ANSWERS: 3
  • In 1847 J.J Fry yes him of Fry's Turkish Delight he invented the chocolate bar as we know it to-day but I think it was the Cadbury brothers who first wrapped them. I know for sure that they were the first to present boxes of chocolates that was for Valentines Day in 1861 nad they came in a heart shaped box. Hope this answers your question.

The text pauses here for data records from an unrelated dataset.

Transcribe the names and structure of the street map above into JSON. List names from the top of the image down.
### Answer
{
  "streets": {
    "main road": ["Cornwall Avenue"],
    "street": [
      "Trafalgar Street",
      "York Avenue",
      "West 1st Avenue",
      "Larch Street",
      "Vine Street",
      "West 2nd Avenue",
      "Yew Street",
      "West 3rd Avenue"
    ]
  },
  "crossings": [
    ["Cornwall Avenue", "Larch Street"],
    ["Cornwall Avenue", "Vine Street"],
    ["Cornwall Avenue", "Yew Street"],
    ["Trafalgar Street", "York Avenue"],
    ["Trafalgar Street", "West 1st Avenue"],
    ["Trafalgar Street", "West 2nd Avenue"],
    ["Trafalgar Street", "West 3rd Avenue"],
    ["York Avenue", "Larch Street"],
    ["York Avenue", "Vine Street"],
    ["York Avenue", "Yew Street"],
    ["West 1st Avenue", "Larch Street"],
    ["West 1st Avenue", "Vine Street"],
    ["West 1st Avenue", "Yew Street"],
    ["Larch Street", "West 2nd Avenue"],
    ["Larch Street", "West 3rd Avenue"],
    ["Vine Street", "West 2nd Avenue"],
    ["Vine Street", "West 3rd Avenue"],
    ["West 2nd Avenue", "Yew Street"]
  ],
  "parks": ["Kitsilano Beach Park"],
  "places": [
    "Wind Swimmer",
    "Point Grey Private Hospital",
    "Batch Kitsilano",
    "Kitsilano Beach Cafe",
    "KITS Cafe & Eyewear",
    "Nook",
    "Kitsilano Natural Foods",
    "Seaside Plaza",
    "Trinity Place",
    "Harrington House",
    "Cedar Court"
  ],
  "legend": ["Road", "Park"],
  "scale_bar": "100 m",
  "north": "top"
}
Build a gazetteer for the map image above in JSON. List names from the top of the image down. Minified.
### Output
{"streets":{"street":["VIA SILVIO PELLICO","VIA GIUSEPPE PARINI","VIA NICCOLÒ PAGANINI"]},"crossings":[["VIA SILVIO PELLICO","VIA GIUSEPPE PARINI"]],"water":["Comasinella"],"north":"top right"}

  • There are two people who the most often credited with creating the first wrapped chocolate bar. Who really did, no one knows. And whether there was chocolate of a wrapped kind not in a bar form prior to this isn't really known. But this period, well, bar shape or not, chocolate is generally referred to as a bar, because it's when people began creating chocolate that could be eaten. Before this period, chocolate was for drinking really. The two differing stories: The Freia company, credited with creating the first wrapped chocolate bar (and it's still being produced), the Freia Melkesjokolade, in Norway, 1906. The Ganong Brothers. Arthur Ganong is credited with being the first to make any sort of a wrapped chocolate bar; selling the first chocolate bars in 1910. In 1920 they began using the brand name "Pal-O-Mine" for their chocolate bar. But, they are only two of many people in a line credited with inventing the chocolate bar. They're actually last in the line--the line starts with Francois-Louis Cailler in 1819. Practically a century earlier. None of the other people who created the chocolate bar have a mention, that I know of, of wrapping the chocolate, at least not until much later when they went into different types of production. See my answer at this question (http://www.answerbag.com/q_view/741784) for the long explanation as to who invented the chocolate bar. Basically, in answer in your question, the Ganong Brothers and the Freia company are the two most commonly credited with creating the first wrapped chocolate bar. Whether one of the chocolate bars that existed before then was wrapped in some fashion, how it was if it was, no one knows. Or they do, but it's in an anecdote somewhere really random and will take chocolate historians years to find.
  • Some forgotten candy store clerk who had just filled an order for someone many years ago.